TASK TO COMPLETE
The goal is to restate all of the records below word for word.
--- --- ---
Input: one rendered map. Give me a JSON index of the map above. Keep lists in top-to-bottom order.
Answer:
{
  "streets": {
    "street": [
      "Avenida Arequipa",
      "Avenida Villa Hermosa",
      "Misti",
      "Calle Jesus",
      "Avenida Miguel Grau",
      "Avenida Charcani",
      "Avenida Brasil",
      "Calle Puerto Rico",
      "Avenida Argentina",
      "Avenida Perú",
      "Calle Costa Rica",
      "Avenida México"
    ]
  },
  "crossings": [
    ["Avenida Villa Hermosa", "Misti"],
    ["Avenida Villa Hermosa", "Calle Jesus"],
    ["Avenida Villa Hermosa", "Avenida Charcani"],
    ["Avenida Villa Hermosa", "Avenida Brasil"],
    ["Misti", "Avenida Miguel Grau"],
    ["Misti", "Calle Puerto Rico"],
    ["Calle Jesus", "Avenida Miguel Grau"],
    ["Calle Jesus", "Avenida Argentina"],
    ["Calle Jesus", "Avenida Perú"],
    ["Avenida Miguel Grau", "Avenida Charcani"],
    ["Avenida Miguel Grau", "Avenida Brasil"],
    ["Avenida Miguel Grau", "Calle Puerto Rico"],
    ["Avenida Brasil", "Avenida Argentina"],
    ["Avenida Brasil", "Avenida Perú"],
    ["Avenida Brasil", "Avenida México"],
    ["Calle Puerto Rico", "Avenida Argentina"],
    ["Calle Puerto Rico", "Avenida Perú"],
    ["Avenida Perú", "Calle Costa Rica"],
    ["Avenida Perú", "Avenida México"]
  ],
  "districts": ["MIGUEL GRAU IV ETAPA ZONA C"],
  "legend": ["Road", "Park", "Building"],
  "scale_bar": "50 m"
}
--- --- ---
TASK RESULT
Input: one rendered map. Give me a JSON index of the map above. Keep lists in top-to-bottom order.
Answer:
{
  "streets": {
    "street": [
      "Avenida Arequipa",
      "Avenida Villa Hermosa",
      "Misti",
      "Calle Jesus",
      "Avenida Miguel Grau",
      "Avenida Charcani",
      "Avenida Brasil",
      "Calle Puerto Rico",
      "Avenida Argentina",
      "Avenida Perú",
      "Calle Costa Rica",
      "Avenida México"
    ]
  },
  "crossings": [
    ["Avenida Villa Hermosa", "Misti"],
    ["Avenida Villa Hermosa", "Calle Jesus"],
    ["Avenida Villa Hermosa", "Avenida Charcani"],
    ["Avenida Villa Hermosa", "Avenida Brasil"],
    ["Misti", "Avenida Miguel Grau"],
    ["Misti", "Calle Puerto Rico"],
    ["Calle Jesus", "Avenida Miguel Grau"],
    ["Calle Jesus", "Avenida Argentina"],
    ["Calle Jesus", "Avenida Perú"],
    ["Avenida Miguel Grau", "Avenida Charcani"],
    ["Avenida Miguel Grau", "Avenida Brasil"],
    ["Avenida Miguel Grau", "Calle Puerto Rico"],
    ["Avenida Brasil", "Avenida Argentina"],
    ["Avenida Brasil", "Avenida Perú"],
    ["Avenida Brasil", "Avenida México"],
    ["Calle Puerto Rico", "Avenida Argentina"],
    ["Calle Puerto Rico", "Avenida Perú"],
    ["Avenida Perú", "Calle Costa Rica"],
    ["Avenida Perú", "Avenida México"]
  ],
  "districts": ["MIGUEL GRAU IV ETAPA ZONA C"],
  "legend": ["Road", "Park", "Building"],
  "scale_bar": "50 m"
}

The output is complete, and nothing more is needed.